Up to now the leaders of middle-class liberation in RC have been largely white, Gentile, female (although our leader, Seán, is male), middle aged or elders, raised middle class, and from the countries of the economic North. However, we’ve been in good contact with and working with leaders in other constituencies, and they have been challenging our limitations. The diversity of the middle-class leadership has been increasing over the last two years, and we have come to recognise that our long-term aims can only be achieved if the following conditions are met:

  • If we understand how sexism and male domination, and women’s subordination and unpaid work, are key parts of the class system, and how they are held in place by men’s oppression and Gay oppression.
  • If middle-class leaders back raised-poor and working-class leaders—as an organised group of middle-class people, not only as individuals. This includes figuring out our role in taking RC to people involved in the direct production of goods and services. (It does not mean giving up our own thinking.)
  • If the liberation of Indigenous people and people targeted by racism is put central in the work.
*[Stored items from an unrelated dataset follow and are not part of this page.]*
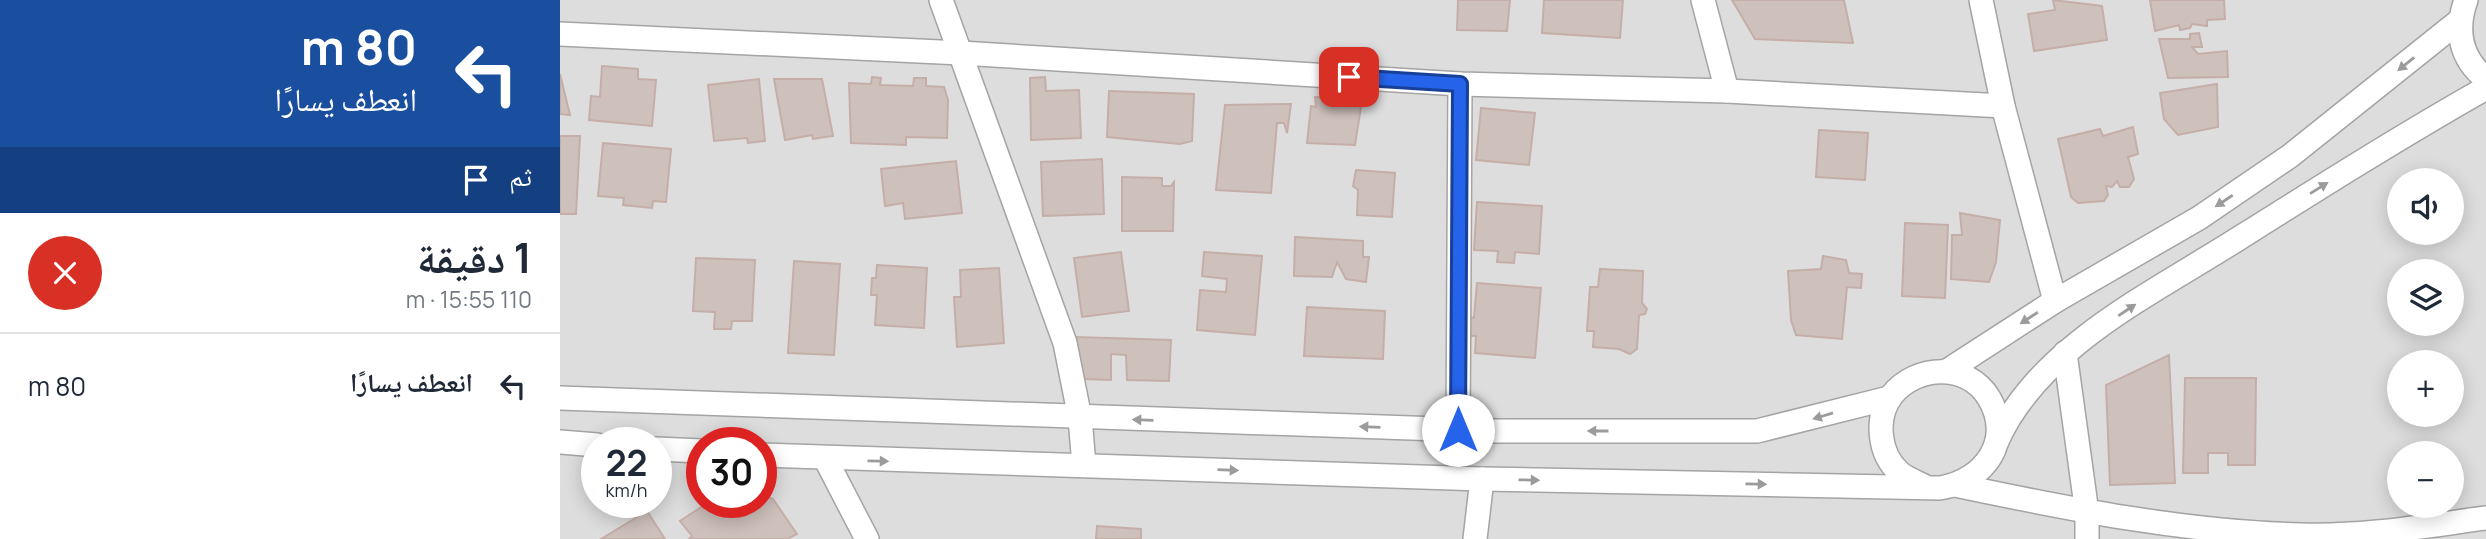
<!DOCTYPE html>
<html lang="ar">
<head>
<meta charset="utf-8">
<style>
	:root { --surface:#fff; --page:#f2f2f3; --text:#1f2937; --muted:#747a83; --line:#e0e1e3 }
	body { margin:0; font-family:Manrope,"Noto Naskh Arabic",sans-serif; background:var(--page); color:var(--text); direction:rtl; height:100vh; display:flex; flex-direction:column; font-size:26px; white-space:nowrap }
	* { box-sizing:border-box; margin:0 }
	p { font-size:23px; color:var(--muted) }
	.icon { flex:none; width:38px; height:38px; fill:none; stroke:currentColor; stroke-width:2; stroke-linecap:round; stroke-linejoin:round }
	.map { position:relative; flex:1; overflow:hidden; direction:ltr }
	.side { display:flex; flex-direction:column; background:var(--surface); width:560px }
	.side>* { flex:none }
	.banner { background:#1a4fa0; color:#fff; overflow:hidden }
	.buttons { position:absolute; left:1827px; top:168px; display:grid; gap:14px }
	.buttons a { display:grid; place-items:center; width:77px; height:77px; border-radius:50%; background:var(--surface); box-shadow:0 4px 18px #0003; font-size:35px }
	.speed { position:absolute; left:21px; top:427px; display:flex; gap:14px; font-size:35px; font-weight:700; text-align:center }
	.speed>* { display:grid; place-content:center; width:91px; height:91px; border-radius:50%; background:var(--surface); box-shadow:0 4px 18px #0003; line-height:1 }
	.speed small { font-size:18px; font-weight:400 }
	.speed .limit { border:10px solid #d22; background:#fff; color:#111 }
	.pin { position:absolute; display:grid; place-items:center; width:60px; height:60px; color:#fff; margin:-30px; border-radius:14px; box-shadow:0 4px 10px #0006 }
	.me { position:absolute; width:77px; margin:-38px; rotate:0deg; stroke-linejoin:round; filter:drop-shadow(0 0 5px #0008) }
	.turn { display:flex; align-items:center; gap:24px; height:147px; padding:0 28px; font-size:32px }
	.turn .icon { width:91px; height:91px; stroke-width:2.5 }
	.turn b { display:block; font-size:49px; line-height:60px }
	.then { display:flex; align-items:center; height:66px; padding:0 28px; background:#0003; gap:14px; font-size:26px }
	.round { display:grid; place-items:center; flex:none; width:74px; height:74px; border-radius:37px; background:var(--page) }
	.overview { display:flex; align-items:center; justify-content:space-between; height:119px; padding:0 28px }
	h1 { font-size:42px; font-weight:700; line-height:52px }
	ul { padding:0; list-style:none }
	li { display:flex; align-items:center; gap:21px; height:105px; padding:0 28px; border-top:2px solid var(--line) }
	li div { flex:1 }
	li b { display:block; font-size:26px }
	li em { font-style:normal }
	main { display:flex; flex:1; min-height:0 }
	.map>svg:first-child { display:block }
	.residential { fill:#dedddd; fill-rule:evenodd }
	.building { fill:#cec0bb; stroke:#c5aea7; stroke-width:2 }
	.lines { fill:none; stroke-linecap:round; stroke-linejoin:round }
	.street-casing { stroke:#a4a4a4; stroke-width:26 }
	.street { stroke:#fff; stroke-width:23 }
	.oneway { fill:#9b9b9b }
	.route-casing { stroke:#184099; stroke-width:18 }
	.route { stroke:#2563eb; stroke-width:12 }
</style>
</head>
<body>
<main>
<div class="map">
<svg width="1926" height="539" viewBox="0 0 1926 539">
	<rect width="100%" height="100%" fill="#f2ebe6"/>
	<!-- residential -->
	<path class="residential" d="M0,0H1926V539H0ZM1839,180H1892V233H1839ZM1839,271H1892V324H1839ZM1839,362H1892V415H1839ZM37,443H96V502H37ZM142,443H201V502H142ZM1839,453H1892V506H1839Z"/>
	<!-- building -->
	<g class="building">
		<polygon points="898,0 950,0 947,31 897,30"/>
		<polygon points="984,0 1063,0 1060,38 982,33"/>
		<polygon points="1172,0 1284,0 1293,43 1195,39"/>
		<polygon points="1493,0 1542,6 1547,40 1474,51 1468,14 1495,10"/>
		<polygon points="1590,0 1664,0 1665,19 1647,20 1647,26 1632,24 1630,28 1620,30 1619,25 1595,31"/>
		<polygon points="1639,33 1642,47 1632,47 1638,54 1667,51 1668,77 1608,78 1599,39 1630,39 1630,34"/>
		<polygon points="42,66 78,69 78,79 96,80 92,126 29,120 31,96 40,97"/>
		<polygon points="0,74 10,115 0,114"/>
		<polygon points="312,77 321,78 320,85 353,86 354,78 366,78 366,86 384,87 388,100 387,138 346,137 346,145 291,143 289,83 311,84"/>
		<polygon points="485,77 486,91 519,90 521,138 471,140 470,78"/>
		<polygon points="199,79 205,141 188,143 187,138 154,141 148,85"/>
		<polygon points="214,79 262,79 273,136 253,139 252,135 225,140"/>
		<polygon points="1657,84 1658,127 1618,135 1604,119 1600,93"/>
		<polygon points="549,91 634,94 632,141 620,144 547,137"/>
		<polygon points="755,97 802,101 795,145 747,143 751,106 756,107"/>
		<polygon points="731,104 727,133 724,123 717,123 711,193 656,190 665,105"/>
		<polygon points="921,108 975,113 969,165 916,160"/>
		<polygon points="1573,127 1578,154 1568,157 1574,179 1569,187 1560,187 1557,181 1552,187 1546,186 1548,195 1544,201 1518,203 1511,197 1498,139 1540,129 1543,136"/>
		<polygon points="1259,130 1308,133 1305,180 1256,177"/>
		<polygon points="0,136 20,136 16,214 0,214"/>
		<polygon points="43,143 111,149 106,202 93,201 92,208 63,205 64,198 38,196"/>
		<polygon points="542,159 544,214 483,216 481,162"/>
		<polygon points="396,161 402,213 345,219 343,203 325,206 321,169"/>
		<polygon points="796,170 835,173 832,217 797,215 798,190 793,186"/>
		<polygon points="562,177 602,178 602,186 611,186 614,182 613,231 562,231"/>
		<polygon points="917,202 982,206 979,254 955,252 954,263 937,262 938,251 914,250"/>
		<polygon points="1400,213 1440,220 1436,262 1429,282 1391,279 1392,235 1402,235"/>
		<polygon points="1345,223 1388,225 1385,298 1342,296"/>
		<polygon points="735,237 803,241 803,257 809,257 806,282 786,279 777,262 772,277 734,276"/>
		<polygon points="561,252 569,311 522,317 514,258"/>
		<polygon points="644,252 702,256 695,335 637,330 640,290 666,292 667,279 642,276"/>
		<polygon points="1263,256 1286,260 1289,273 1302,274 1301,288 1287,287 1282,339 1236,335 1231,320 1228,271 1261,269"/>
		<polygon points="136,258 195,260 192,321 172,321 171,329 154,329 155,312 133,311"/>
		<polygon points="234,261 280,264 274,355 228,353"/>
		<polygon points="317,265 367,268 364,328 315,325 317,295 311,295 312,278 316,278"/>
		<polygon points="439,268 444,343 397,347 394,297 401,297 400,270"/>
		<polygon points="1040,269 1083,271 1082,303 1087,309 1085,314 1079,315 1077,349 1070,354 1059,349 1033,347 1034,331 1027,331 1030,287 1038,287"/>
		<polygon points="917,283 981,288 975,358 915,353 916,336 898,335 900,316 914,318"/>
		<polygon points="747,307 825,311 823,359 744,356"/>
		<polygon points="516,337 611,340 609,381 567,380 566,355 551,354 551,380 523,379"/>
		<polygon points="1609,355 1615,483 1550,485 1546,385"/>
		<polygon points="1625,378 1696,378 1695,465 1668,465 1668,453 1648,453 1648,473 1623,473"/>
		<polygon points="201,494 213,499 237,534 227,539 129,539 132,536 120,521 149,502 201,502"/>
		<polygon points="87,511 105,539 41,539"/>
		<polygon points="537,526 581,529 581,539 536,539"/>
	</g>
	<g class="lines">
		<defs>
			<g id="street">
				<polyline points="381,0 505,343 520,418 524,465"/>
				<polyline points="1143,0 1167,91"/>
				<polyline points="1421,0 1443,106 1495,301"/>
				<path d="M1906,0C1895,31 1900,58 1926,79"/>
				<polyline points="0,34 401,53 900,84 1167,91 1443,106"/>
				<polyline points="1505,353 1527,513 1527,539"/>
				<polyline points="1387,371 1495,301 1639,218 1730,156 1899,21"/>
				<polyline points="0,398 935,431 1197,431 1329,398"/>
				<polyline points="898,430 900,84"/>
				<path d="M1437,441C1479,346 1597,291 1681,237C1762,186 1843,135 1926,88"/>
				<polyline points="0,442 37,445"/>
				<polyline points="96,449 142,451"/>
				<path d="M201,455L922,479L1380,488C1424,481 1454,441 1429,398C1407,362 1356,365 1332,395C1315,417 1318,454 1340,473C1346,478 1356,482 1364,486"/>
				<polyline points="266,460 307,539"/>
				<path d="M1395,485C1509,509 1625,532 1741,535C1803,537 1865,526 1926,518"/>
				<polyline points="915,539 922,479"/>
			</g>
		</defs>
		<!-- street casing -->
		<use href="#street" class="street-casing"/>
		<!-- street -->
		<use href="#street" class="street"/>
	</g>
	<!-- one-way arrows -->
	<defs><path id="oneway-solid" d="M-6-.8H1V-3.2L6.5 0L1 3.2V.8H-6Z" transform="scale(1.75)"/></defs>
	<g class="oneway">
		<use href="#oneway-solid" transform="translate(1846 64) rotate(141)"/>
		<use href="#oneway-solid" transform="translate(1759 188) rotate(-32)"/>
		<use href="#oneway-solid" transform="translate(1664 201) rotate(146)"/>
		<use href="#oneway-solid" transform="translate(1567 310) rotate(-34)"/>
		<use href="#oneway-solid" transform="translate(1469 318) rotate(147)"/>
		<use href="#oneway-solid" transform="translate(1263 416) rotate(163)"/>
		<use href="#oneway-solid" transform="translate(583 420) rotate(-178)"/>
		<use href="#oneway-solid" transform="translate(810 427) rotate(-178)"/>
		<use href="#oneway-solid" transform="translate(1038 431) rotate(-180)"/>
		<use href="#oneway-solid" transform="translate(318 461) rotate(1)"/>
		<use href="#oneway-solid" transform="translate(668 470) rotate(2)"/>
		<use href="#oneway-solid" transform="translate(969 480) rotate(1)"/>
		<use href="#oneway-solid" transform="translate(1196 484) rotate(1)"/>
	</g>
	<g class="lines">
		<defs>
			<polyline id="route" points="789,77 900,84 898,430"/>
		</defs>
		<!-- route casing -->
		<use href="#route" class="route-casing"/>
		<!-- route -->
		<use href="#route" class="route"/>
	</g>
</svg>
<div class="buttons">
<a><svg class="icon" aria-label="sound" viewBox="0 0 24 24"><path d="M4 9h4l5-4v14l-5-4H4zM17 9q2 3 0 6"/></svg></a>
<a><svg class="icon" aria-label="layers" viewBox="0 0 24 24"><path d="M12 4l9 5-9 5-9-5zM3 14l9 5 9-5"/></svg></a>
<a>+</a>
<a>−</a>
</div>
<div class="speed"><div>22<small>km/h</small></div><div class="limit">30</div></div>
<div class="pin" style="left:789px;top:77px;background:#d93025"><svg class="icon" aria-label="arrive" viewBox="0 0 24 24"><path d="M6 21V4h12l-3 4 3 4H6"/></svg></div>
<svg class="me" style="left:898px;top:430px" viewBox="-20 -20 40 40"><circle r="19" fill="#fff"/><path d="M0-13L10 11 0 6-10 11z" fill="#2563eb"/></svg>
</div>
<section class="side">
<div class="banner">
<div class="turn"><svg class="icon" aria-label="left" viewBox="0 0 24 24"><path d="M17 20v-9H6M10 6l-5 5 5 5"/></svg><div><b>80 m</b>انعطف يسارًا</div></div>
<div class="then">ثم<svg class="icon" aria-label="arrive" viewBox="0 0 24 24"><path d="M6 21V4h12l-3 4 3 4H6"/></svg></div>
</div>
<div class="overview"><div><h1>1 دقيقة</h1><p>110 m · 15:55</p></div><a class="round" style="background:#d93025;color:#fff"><svg class="icon" aria-label="close" viewBox="0 0 24 24"><path d="M6 6l12 12M18 6L6 18"/></svg></a></div>
<ul>
<li><svg class="icon" aria-label="left" viewBox="0 0 24 24"><path d="M17 20v-9H6M10 6l-5 5 5 5"/></svg><div><b>انعطف يسارًا</b></div><em>80 m</em></li>
</ul>
</section>
</main>
</body>
</html>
Genocide and racism have been used to set up the global class system, and it still depends on them. Unless we back the leadership of these two groups, “assimilate or be excluded” will remain the default position.
  • If we recognise how anti-Jewish oppression is used to keep class oppression in place and, in particular, how the scapegoating of Jews is used to protect other middle agents from being targeted. Only determined unity with Jews will allow Jewish leaders to take their place safely and be fully included in middle-class liberation work.
  • If we welcome the leadership of young people and young adults, who are strongly targeted by middle-class oppression and whose vision is key to a non-oppressive future.

Recognising the above affected how we organised and worked at the conference. We also asked ourselves the following questions:

  • In the context of wide world change, what sort of organisation is RC? What do we need to do to make RC as powerful as it can be? What roles can it play in the context of world change and the trends we have identified?
  • What has middle-class liberation work within RC achieved so far? What have we got right? Where are the gaps? What aspects or issues should we be prioritising? What do we need to do in the coming period to help RC maximise its capabilities? In what ways can we back Dan Nickerson’s initiative to end class oppression* (personally and collectively)?

We know that middle-class oppression robs us of some of our humanness and pushes us into the oppressor role. In JeeYeun Lee’s words, “We have been made to become disconnected from ourselves and from others, with the result that we often don’t know who we are, what we want, or how to connect with others.” We came together in a precious way at the conference, but the connection we achieved is still only a small part of what we were conceived expecting. Let’s continue to reject division, so that we can use our collective power. This is also the biggest possible contradiction to old discouragement.

Caroline New

Bristol, England

Reprinted from the RC e-mail discussion list for leaders of middle-class people

(Present Time 186, January 2017)


* See “A New Initiative on Ending Classism,” by Dan Nickerson, the International Liberation Reference Person for Working-Class People, on pages 8 to 9 of the July 2014 Present Time.